**WORK INSTRUCTION**
When a line below contains the word "コスモス薬品", copy that line.

**MATERIAL SHOWN**
== Segment start ==

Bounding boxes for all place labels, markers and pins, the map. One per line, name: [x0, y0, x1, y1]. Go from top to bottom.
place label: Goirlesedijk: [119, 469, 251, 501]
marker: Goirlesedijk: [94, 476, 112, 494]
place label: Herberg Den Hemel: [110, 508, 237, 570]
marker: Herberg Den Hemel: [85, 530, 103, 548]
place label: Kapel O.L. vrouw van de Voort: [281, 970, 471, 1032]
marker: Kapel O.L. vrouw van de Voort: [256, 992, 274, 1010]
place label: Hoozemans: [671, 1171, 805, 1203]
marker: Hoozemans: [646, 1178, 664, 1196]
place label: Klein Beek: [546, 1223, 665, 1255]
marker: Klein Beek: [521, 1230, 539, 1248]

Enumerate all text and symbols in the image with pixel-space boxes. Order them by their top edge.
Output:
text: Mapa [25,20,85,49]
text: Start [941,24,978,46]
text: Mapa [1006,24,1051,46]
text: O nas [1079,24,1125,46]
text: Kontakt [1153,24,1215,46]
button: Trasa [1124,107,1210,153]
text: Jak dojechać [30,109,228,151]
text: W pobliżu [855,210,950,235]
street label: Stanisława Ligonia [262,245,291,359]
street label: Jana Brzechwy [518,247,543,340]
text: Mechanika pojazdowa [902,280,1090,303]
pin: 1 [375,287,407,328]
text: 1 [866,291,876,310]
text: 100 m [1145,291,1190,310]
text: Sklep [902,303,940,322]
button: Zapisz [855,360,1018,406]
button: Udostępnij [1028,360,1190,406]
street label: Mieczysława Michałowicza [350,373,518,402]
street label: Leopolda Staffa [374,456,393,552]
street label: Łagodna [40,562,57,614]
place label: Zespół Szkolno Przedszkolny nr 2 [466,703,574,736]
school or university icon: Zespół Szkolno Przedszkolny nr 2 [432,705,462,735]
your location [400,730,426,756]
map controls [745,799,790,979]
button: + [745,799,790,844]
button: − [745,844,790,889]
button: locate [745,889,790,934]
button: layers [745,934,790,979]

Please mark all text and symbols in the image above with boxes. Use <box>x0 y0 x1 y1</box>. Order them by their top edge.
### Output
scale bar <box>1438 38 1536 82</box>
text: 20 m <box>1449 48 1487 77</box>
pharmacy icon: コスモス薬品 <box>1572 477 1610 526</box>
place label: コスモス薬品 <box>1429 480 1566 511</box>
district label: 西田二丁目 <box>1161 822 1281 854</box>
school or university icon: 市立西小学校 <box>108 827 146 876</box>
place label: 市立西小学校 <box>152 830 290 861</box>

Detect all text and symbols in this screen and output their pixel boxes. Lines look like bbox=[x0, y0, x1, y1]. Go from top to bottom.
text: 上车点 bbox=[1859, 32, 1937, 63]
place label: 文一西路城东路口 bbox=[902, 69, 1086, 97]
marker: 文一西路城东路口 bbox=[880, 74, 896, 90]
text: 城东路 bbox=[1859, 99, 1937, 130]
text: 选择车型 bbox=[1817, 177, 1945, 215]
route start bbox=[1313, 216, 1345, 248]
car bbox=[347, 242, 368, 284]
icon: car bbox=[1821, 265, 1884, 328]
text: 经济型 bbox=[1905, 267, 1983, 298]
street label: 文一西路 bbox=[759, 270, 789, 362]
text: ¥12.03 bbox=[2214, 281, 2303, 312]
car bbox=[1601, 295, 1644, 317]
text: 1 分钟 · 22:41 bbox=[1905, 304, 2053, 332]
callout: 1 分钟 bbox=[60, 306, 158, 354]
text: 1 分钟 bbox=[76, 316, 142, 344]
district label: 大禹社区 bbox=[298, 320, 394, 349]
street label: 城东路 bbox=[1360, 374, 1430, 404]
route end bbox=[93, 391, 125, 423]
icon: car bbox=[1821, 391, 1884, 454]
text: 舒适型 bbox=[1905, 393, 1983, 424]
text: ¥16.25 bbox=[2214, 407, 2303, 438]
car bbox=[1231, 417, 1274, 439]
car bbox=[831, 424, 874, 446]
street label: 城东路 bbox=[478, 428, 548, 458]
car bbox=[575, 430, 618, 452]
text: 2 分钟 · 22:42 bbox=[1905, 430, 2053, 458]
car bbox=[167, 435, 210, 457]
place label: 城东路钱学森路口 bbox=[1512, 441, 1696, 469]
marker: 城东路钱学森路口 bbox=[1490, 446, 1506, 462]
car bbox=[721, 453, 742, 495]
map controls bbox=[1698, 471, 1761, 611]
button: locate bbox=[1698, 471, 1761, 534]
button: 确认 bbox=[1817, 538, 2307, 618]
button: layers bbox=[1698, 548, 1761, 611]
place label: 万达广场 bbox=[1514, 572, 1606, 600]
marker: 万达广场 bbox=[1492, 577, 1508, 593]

== Segment end ==

**THE COMPLETED TASK**
pharmacy icon: コスモス薬品 <box>1572 477 1610 526</box>
place label: コスモス薬品 <box>1429 480 1566 511</box>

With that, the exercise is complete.